Following the 1992 election, Democrats broke their promise of a more humanitarian immigration approach. After criticizing George H.W. Bush’s policy of turning away Haitians fleeing widespread violence in the aftermath of a military coup, Bill Clinton continued to intercept arriving boats and sent thousands of refugees to Guantanamo to be repatriated later. In 1996, he signed a law that Schacher describes as having “kept us in the wrong track,” and helps explain much of what is broken about the current immigration system. 

The Biden administration has an opportunity to do better, Schacher argues. So far, the president-elect has promised to end the so-called Remain in Mexico policy but hasn’t taken a definitive stance on the Centers for Disease Control order shutting down the southern border during the pandemic. Although immigration advocates agree that these would be critical first steps, they argue that more action is needed.

Instead of insisting on decades-old policies to block people already on the move, organizations say a new government could shift resources from enforcement operations to programs that serve as alternatives to detention, as well as to border shelters and to local and public health authorities receiving and providing services to asylum seekers. Eventually, Schacher suggests, the government could set up “humane reception centers” along the border with appropriately trained immigration officials and social workers providing legal orientation.

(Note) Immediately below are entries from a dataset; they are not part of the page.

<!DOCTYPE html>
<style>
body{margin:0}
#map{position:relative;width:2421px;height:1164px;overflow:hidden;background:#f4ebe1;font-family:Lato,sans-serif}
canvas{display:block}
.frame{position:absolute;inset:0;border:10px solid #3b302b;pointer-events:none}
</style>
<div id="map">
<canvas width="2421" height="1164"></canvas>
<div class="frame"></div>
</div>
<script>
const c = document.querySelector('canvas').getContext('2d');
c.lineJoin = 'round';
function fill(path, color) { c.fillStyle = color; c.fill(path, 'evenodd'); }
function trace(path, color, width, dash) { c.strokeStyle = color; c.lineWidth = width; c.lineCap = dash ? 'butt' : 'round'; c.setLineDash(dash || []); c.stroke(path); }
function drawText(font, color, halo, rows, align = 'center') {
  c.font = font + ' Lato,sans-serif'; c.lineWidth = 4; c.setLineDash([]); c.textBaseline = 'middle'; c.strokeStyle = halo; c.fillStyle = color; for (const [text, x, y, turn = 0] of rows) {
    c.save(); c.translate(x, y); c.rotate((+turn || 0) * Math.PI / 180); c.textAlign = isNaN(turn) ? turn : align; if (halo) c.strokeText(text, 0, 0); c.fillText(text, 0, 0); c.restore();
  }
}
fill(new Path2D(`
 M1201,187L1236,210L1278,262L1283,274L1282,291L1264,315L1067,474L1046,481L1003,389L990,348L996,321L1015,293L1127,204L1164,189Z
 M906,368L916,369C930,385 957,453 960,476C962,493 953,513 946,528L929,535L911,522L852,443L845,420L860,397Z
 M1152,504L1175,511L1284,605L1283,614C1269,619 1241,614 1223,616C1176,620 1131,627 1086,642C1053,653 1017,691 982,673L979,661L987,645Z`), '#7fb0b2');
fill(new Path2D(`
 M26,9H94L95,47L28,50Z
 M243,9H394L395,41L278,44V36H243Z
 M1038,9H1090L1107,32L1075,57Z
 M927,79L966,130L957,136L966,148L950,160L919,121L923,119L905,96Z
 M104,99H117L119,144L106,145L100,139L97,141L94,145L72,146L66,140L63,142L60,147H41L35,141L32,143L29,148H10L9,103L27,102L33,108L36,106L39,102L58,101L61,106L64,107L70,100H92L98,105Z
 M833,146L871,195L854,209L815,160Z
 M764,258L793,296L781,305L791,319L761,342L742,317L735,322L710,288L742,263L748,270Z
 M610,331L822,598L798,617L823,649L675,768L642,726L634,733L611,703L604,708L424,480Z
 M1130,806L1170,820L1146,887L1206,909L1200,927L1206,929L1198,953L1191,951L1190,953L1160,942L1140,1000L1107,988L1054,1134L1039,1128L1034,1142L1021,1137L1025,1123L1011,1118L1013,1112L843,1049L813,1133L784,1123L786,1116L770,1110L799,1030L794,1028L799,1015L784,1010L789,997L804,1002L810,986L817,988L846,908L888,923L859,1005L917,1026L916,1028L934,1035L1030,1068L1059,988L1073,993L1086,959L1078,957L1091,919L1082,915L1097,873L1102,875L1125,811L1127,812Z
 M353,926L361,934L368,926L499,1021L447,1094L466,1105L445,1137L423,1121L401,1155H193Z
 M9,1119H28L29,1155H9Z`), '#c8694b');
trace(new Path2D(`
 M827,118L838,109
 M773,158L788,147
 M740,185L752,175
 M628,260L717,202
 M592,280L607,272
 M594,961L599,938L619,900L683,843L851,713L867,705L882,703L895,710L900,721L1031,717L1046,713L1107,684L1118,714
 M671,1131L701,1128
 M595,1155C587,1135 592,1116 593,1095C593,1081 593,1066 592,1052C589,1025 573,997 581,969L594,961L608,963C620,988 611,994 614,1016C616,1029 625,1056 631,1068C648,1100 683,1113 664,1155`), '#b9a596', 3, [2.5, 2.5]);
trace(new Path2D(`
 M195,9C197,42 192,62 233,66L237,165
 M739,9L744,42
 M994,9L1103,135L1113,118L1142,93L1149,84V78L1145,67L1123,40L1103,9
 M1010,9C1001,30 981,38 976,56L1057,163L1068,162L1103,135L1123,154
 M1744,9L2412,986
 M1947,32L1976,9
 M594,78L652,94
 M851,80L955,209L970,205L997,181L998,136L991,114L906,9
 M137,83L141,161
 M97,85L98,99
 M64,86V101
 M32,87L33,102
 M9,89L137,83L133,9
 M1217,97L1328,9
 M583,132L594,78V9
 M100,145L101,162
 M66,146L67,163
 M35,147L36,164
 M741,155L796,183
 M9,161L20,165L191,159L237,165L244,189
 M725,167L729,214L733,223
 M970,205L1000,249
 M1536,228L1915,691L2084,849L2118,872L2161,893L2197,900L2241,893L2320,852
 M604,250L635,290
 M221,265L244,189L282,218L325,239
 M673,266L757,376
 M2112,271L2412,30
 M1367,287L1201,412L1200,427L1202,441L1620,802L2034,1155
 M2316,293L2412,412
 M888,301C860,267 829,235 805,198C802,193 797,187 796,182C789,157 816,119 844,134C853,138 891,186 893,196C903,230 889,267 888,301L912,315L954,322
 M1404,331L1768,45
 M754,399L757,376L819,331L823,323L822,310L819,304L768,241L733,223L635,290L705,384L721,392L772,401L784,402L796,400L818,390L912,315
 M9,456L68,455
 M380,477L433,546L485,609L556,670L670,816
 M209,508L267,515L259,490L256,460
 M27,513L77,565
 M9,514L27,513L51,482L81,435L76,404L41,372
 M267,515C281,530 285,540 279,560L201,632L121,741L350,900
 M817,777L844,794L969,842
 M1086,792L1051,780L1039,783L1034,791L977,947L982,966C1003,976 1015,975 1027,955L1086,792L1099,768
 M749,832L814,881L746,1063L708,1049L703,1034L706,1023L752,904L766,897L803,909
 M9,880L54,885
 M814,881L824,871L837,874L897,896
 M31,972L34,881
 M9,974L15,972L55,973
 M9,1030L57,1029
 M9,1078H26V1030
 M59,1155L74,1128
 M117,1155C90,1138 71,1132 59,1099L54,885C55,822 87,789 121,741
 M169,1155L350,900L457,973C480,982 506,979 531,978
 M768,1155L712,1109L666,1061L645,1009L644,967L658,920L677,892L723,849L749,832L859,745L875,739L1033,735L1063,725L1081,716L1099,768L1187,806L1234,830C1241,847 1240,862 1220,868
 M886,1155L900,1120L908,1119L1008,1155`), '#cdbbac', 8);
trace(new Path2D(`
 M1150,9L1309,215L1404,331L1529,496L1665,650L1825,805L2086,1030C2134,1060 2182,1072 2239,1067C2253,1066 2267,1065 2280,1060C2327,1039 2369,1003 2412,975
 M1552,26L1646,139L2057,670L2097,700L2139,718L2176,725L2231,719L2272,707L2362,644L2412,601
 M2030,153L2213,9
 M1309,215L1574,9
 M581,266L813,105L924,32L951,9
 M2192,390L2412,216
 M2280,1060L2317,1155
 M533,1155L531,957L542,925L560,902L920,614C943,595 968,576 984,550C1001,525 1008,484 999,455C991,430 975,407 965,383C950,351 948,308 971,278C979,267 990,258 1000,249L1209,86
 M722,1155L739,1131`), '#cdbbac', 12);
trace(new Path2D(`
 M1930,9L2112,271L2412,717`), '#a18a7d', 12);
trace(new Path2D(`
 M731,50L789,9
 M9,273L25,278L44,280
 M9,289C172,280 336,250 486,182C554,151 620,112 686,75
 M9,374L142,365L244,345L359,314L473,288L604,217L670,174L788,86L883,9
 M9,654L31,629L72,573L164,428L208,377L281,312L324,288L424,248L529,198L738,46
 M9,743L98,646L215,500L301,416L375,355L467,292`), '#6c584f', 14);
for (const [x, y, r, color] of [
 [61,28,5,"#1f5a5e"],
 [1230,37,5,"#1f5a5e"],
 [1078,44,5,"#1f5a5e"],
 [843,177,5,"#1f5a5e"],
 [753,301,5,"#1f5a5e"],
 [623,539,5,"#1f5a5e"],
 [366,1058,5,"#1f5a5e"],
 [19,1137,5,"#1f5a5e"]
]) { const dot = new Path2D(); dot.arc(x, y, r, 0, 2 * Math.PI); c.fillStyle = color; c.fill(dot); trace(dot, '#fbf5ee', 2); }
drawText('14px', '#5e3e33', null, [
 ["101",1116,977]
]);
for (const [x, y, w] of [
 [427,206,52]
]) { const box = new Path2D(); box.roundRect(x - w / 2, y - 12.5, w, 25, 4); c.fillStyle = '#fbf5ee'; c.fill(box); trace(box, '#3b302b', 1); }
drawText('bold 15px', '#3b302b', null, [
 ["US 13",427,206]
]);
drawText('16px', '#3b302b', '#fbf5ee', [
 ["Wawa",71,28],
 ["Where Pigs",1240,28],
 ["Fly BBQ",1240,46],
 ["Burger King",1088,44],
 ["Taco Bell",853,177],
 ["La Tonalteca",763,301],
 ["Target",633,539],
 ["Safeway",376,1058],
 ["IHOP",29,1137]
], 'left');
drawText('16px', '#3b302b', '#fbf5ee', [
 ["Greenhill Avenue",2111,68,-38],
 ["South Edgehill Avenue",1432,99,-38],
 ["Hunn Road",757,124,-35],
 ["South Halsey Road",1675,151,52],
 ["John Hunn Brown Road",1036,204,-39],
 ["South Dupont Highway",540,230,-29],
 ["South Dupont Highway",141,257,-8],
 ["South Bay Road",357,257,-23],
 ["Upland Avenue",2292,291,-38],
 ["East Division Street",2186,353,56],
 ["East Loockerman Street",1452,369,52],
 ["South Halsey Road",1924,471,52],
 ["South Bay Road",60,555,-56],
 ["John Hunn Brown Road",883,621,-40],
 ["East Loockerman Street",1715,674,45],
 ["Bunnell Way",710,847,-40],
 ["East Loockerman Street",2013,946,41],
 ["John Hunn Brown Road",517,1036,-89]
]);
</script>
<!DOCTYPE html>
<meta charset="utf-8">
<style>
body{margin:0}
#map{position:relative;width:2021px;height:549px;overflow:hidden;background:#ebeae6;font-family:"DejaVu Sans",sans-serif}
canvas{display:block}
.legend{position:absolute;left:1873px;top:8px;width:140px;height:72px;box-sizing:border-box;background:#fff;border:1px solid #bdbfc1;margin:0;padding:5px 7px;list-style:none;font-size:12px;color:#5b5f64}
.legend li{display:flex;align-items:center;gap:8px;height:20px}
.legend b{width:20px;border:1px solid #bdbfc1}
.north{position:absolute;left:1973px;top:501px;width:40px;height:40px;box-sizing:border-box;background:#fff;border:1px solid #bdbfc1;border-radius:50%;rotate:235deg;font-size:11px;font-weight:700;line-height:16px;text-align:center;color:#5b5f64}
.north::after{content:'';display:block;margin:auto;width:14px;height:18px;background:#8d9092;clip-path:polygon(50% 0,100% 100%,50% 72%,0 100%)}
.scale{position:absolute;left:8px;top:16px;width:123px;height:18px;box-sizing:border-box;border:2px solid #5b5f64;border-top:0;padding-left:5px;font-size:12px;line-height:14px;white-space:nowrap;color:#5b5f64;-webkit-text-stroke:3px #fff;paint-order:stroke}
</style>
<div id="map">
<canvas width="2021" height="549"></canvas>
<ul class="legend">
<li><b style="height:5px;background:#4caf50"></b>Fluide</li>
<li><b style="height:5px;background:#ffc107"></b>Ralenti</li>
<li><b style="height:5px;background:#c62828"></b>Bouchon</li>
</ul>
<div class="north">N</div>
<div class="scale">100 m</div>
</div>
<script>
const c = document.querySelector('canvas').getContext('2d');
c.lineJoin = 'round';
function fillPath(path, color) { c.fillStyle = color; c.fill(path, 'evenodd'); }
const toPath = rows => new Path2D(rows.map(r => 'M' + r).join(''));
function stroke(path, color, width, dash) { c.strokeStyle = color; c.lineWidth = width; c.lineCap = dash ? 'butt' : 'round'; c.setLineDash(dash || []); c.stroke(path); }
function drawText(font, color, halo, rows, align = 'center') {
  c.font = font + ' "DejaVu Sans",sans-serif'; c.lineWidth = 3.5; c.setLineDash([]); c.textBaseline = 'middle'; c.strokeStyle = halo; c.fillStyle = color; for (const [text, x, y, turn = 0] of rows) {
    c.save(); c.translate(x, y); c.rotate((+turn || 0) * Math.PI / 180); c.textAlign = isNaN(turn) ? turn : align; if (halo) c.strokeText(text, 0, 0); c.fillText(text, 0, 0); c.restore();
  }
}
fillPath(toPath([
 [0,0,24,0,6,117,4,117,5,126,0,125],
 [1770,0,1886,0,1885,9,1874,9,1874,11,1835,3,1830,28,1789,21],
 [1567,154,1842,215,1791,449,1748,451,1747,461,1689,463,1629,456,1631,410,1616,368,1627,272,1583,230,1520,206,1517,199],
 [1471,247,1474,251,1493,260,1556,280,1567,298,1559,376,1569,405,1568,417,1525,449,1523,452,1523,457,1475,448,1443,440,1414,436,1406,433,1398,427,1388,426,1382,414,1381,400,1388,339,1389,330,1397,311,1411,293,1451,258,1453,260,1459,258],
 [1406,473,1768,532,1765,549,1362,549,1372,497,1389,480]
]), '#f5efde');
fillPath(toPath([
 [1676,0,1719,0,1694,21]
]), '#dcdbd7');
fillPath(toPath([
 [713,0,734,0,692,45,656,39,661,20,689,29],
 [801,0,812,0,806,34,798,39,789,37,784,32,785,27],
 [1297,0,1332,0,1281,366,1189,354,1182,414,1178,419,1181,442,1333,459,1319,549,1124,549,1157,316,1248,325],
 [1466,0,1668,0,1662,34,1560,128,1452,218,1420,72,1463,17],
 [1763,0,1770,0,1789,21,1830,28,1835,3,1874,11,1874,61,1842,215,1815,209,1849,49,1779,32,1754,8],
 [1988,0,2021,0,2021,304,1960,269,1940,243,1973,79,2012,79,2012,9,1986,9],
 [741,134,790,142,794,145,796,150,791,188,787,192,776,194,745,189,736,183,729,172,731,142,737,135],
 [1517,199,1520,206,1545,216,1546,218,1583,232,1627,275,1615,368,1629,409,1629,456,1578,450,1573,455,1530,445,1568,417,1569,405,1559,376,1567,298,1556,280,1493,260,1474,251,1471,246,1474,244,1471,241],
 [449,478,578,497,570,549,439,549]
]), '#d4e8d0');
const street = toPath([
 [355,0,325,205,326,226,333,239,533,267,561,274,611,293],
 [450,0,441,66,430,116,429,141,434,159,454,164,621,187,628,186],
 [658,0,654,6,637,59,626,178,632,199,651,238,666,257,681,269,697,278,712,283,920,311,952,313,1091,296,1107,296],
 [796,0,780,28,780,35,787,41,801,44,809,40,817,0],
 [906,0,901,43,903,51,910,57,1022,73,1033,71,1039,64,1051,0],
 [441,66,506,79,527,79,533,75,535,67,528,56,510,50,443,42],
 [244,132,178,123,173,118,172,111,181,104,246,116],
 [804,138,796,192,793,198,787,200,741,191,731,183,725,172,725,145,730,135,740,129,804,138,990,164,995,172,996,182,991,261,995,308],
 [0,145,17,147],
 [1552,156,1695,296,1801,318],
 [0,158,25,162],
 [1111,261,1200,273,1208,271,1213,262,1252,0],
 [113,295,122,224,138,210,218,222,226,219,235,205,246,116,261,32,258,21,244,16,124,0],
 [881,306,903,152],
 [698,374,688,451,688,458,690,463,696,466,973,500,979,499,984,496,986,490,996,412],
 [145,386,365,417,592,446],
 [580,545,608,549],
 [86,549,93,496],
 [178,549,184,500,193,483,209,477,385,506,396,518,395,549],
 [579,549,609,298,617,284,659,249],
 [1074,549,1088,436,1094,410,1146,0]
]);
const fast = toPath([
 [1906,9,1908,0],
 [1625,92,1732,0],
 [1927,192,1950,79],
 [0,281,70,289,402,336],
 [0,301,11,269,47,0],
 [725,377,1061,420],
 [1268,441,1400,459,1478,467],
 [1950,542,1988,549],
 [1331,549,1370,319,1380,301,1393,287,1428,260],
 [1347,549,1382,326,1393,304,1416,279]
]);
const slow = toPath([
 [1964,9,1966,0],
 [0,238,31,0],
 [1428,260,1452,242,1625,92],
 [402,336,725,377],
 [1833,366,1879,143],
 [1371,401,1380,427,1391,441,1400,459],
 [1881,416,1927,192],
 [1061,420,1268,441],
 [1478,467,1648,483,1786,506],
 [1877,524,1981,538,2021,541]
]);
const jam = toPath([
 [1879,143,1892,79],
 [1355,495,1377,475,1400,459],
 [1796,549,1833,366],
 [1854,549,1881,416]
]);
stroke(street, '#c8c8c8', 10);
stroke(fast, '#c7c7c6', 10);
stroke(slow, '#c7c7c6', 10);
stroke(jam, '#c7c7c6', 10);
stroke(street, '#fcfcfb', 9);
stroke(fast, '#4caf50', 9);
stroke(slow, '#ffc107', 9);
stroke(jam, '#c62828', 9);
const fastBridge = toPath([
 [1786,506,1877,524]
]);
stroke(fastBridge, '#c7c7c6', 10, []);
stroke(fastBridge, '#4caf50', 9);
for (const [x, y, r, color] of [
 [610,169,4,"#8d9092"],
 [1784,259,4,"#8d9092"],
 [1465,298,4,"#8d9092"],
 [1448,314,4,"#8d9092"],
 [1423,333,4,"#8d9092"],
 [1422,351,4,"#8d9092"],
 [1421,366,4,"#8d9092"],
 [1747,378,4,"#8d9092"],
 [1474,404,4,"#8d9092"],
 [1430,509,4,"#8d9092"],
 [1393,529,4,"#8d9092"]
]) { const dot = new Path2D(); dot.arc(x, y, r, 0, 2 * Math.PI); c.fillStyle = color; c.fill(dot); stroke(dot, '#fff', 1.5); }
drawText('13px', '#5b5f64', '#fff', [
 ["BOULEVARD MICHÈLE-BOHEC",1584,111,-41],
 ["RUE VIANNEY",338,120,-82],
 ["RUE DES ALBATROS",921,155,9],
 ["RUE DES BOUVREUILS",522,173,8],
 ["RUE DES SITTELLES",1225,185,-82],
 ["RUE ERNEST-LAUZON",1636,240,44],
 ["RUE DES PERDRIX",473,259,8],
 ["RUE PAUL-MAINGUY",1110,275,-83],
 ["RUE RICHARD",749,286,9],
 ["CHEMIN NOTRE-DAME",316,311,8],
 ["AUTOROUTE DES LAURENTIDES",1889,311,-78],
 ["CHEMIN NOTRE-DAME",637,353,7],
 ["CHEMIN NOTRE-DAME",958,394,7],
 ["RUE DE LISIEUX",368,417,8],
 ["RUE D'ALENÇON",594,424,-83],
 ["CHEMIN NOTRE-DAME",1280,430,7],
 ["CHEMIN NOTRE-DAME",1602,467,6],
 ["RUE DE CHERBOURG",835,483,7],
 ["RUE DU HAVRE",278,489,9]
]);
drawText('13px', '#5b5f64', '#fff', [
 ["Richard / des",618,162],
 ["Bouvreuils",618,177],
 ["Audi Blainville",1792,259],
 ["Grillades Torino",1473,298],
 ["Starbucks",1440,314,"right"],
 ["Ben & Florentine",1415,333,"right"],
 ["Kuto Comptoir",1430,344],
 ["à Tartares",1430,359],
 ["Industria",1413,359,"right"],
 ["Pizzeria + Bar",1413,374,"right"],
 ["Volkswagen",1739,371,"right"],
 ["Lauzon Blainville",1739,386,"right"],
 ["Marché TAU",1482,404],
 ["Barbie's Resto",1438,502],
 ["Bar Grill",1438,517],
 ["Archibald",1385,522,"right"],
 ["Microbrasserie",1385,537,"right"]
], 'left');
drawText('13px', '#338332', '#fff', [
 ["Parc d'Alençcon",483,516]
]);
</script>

There will be other pressing needs, such as fixing the immigration courts and addressing a growing backlog of cases. But advocates and public health experts have said that allowing people seeking protection to have access to the border, and then treating them right, shouldn’t be negotiable or politicized. 

“This anxiety about the surge is about disorder and chaos, but there’s a fair and orderly way to deal with the border,” Schacher says. “The issue of creating a manageable system is not a matter of can we do it, but do we actually want to?”